Höhere Anforderungen für Immobilienverwalter und Makler

Der Gesetzgeber hat höhere Anforderungen für Immobilienverwalter und -vermittler eingeführt. Zum 01.08.2018 wurden lange geforderte Mindestanforderungen für Verwaltungsunternehmen im Immobilienbereich geschaffen. Ziel: Verbraucherschutz.

fachkompetente BetreuungWie waren die Vorgaben bisher? Wieso bestand Änderungsbedarf?

Bislang gab es keinerlei Vorgaben für Mindestqualifikationen. Daher konnten neben professionellen Immobilienverwaltungen und Maklern auch weniger qualifizierte Personen und Unternehmen auftreten. Da mit Immobilien jedoch hohe Werte im Millionenbereich betreut werden, ist ein fachkompetenter Dienstleister erforderlich, der weiß was er tut.

Die Mindestanforderungen wurden vor allem von den Immobilienverwaltern gefordert. Leider wurden diese nur in abgeschwächter Form vom Gesetzgeber übernommen.

Wer ist betroffen?

Wohnimmobilienverwalter, also Verwalter von Eigentümergemeinschaften (sog. WEG-Verwalter), Verwalter von Miethäusern und Verwalter von Sondereigentumseinheiten. Daneben Immobilienmakler, Darlehensvermittler, Bauträger und Baubetreuer.

Was hat sich geändert?

Konkret geändert hat sich der § 34c GewO. Gemäß Absatz 2 müssen die genannten Personengruppen Mindestanforderungen nachweisen.

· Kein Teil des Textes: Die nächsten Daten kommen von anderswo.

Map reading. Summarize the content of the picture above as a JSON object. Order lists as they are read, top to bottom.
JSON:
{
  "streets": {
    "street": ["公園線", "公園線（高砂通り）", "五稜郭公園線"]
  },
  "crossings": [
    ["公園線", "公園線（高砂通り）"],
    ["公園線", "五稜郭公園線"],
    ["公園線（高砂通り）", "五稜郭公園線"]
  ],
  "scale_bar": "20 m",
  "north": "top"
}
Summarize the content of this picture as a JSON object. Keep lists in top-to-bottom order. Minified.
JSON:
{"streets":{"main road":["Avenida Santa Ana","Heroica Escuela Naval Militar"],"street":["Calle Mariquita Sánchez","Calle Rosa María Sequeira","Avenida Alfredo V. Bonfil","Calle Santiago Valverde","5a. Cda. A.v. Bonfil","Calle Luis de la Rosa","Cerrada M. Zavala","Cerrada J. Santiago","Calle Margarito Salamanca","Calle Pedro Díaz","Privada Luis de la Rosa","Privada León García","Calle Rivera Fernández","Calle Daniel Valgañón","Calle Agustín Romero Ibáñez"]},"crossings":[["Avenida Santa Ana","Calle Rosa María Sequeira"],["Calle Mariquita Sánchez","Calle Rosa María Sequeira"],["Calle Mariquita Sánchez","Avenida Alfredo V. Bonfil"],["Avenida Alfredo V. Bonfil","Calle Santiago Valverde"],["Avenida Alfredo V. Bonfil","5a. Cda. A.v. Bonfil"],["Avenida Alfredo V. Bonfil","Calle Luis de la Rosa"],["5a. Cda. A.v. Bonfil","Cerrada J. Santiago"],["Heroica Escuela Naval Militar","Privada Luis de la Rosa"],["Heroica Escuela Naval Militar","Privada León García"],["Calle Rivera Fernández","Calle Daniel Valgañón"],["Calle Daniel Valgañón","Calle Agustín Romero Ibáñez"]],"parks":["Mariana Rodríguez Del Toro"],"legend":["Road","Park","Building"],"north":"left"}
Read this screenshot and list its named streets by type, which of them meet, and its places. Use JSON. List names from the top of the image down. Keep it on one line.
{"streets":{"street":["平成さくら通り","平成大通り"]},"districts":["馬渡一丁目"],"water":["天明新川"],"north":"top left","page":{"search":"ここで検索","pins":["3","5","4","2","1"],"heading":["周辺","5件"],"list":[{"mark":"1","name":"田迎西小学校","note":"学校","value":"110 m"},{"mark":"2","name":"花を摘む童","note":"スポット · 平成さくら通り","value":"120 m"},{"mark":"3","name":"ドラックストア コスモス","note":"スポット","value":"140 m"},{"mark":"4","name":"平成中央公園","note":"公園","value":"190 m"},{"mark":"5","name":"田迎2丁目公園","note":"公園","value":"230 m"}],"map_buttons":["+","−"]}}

  • Zuverlässigkeit (§ 34c (2) Ziffer 1 GewO): Man darf nicht rechtskräftig wegen eines Verbrechens verurteilt worden sein. Die Vorlage eines Führungszeugnisses wird verlangt.
  • Geordnete Vermögensverhältnisse (§ 34c (2) Ziffer 2 GewO): Es darf z.B. kein Insolvenzverfahren eröffnet sein.
  • Berufshaftpflichtversicherung (§ 34c (2) Ziffer 3 GewO): Das Vorhandensein einer Vermögensschaden-Haftpflichtversicherung mit einer Deckungssumme von 500.000 € je Versicherungsfall und einer Mio. € im Jahr ist Pflicht.
  • Weiterbildungspflicht (§ 34c 2a GewO und §15 MaBV): Der Gewerbetreibende ist verpflichtet sich weiterzubilden. Dies gilt nicht nur für das Unternehmen selbst, sondern auch für jeden Mitarbeiter, der unmittelbar bei der erlaubnispflichtigen Tätigkeit mitwirkt. Betroffen hiervon ist ein umfangreicher Themenkatalog, der in der Anlage 1 B der MaBV geregelt ist.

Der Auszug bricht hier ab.